The present application is described with reference to flowchart illustrations and/or block diagrams of methods, apparatus (systems), and computer program products according to embodiments of the application. It will be understood that each flow and/or block of the flowchart illustrations and/or block diagrams, and combinations of flows and/or blocks in the flowchart illustrations and/or block diagrams, can be implemented by computer program instructions.
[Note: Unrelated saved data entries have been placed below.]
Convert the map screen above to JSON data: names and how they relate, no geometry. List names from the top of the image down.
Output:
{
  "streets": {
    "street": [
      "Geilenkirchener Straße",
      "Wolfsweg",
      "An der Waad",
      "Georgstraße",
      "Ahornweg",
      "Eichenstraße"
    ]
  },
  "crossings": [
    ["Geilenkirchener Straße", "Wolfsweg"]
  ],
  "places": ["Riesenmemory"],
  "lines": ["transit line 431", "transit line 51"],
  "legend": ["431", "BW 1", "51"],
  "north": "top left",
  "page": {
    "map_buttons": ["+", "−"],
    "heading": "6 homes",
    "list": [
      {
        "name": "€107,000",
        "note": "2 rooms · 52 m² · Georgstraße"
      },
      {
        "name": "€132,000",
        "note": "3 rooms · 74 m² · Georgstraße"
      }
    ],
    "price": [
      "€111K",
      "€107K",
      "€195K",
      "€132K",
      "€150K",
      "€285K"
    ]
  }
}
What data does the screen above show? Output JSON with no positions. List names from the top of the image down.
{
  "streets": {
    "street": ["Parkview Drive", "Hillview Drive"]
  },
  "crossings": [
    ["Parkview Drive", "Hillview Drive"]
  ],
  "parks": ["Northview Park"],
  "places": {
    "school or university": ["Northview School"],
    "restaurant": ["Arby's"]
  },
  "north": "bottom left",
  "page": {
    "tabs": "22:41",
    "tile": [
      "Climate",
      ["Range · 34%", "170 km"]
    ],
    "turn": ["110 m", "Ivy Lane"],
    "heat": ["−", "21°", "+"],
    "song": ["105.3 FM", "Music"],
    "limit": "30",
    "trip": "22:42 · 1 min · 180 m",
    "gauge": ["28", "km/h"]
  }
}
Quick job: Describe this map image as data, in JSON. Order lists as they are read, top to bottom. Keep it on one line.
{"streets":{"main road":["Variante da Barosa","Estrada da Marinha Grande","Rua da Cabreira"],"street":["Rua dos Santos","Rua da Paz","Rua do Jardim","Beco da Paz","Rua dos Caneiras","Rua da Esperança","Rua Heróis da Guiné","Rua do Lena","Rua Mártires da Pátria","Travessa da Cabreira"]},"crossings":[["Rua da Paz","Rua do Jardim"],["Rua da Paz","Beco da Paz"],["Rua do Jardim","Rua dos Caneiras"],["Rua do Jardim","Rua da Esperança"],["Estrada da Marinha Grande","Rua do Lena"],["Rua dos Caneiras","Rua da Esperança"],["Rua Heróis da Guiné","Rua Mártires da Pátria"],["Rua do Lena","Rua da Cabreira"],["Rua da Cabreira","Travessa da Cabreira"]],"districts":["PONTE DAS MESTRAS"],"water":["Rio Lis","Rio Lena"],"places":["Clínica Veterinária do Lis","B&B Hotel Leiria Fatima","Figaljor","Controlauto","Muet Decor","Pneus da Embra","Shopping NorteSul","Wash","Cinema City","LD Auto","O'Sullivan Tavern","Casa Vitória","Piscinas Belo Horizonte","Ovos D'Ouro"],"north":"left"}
These computer program instructions may be provided to a processor of a general purpose computer, special purpose computer, embedded processor, or other programmable data processing apparatus to produce a machine, such that the instructions, which execute via the processor of the computer or other programmable data processing apparatus, create means for implementing the functions specified in the flowchart flow or flows and/or block diagram block or blocks.

These computer program instructions may also be stored in a computer-readable memory that can direct a computer or other programmable data processing apparatus to function in a particular manner, such that the instructions stored in the computer-readable memory produce an article of manufacture including instruction means which implement the function specified in the flowchart flow or flows and/or block diagram block or blocks.

These computer program instructions may also be loaded onto a computer or other programmable data processing apparatus to cause a series of operational steps to be performed on the computer or other programmable apparatus to produce a computer implemented process such that the instructions which execute on the computer or other programmable apparatus provide steps for implementing the functions specified in the flowchart flow or flows and/or block diagram block or blocks.

It is understood that the same or similar parts in the above embodiments may be mutually referred to, and the same or similar parts in other embodiments may be referred to for the content which is not described in detail in some embodiments.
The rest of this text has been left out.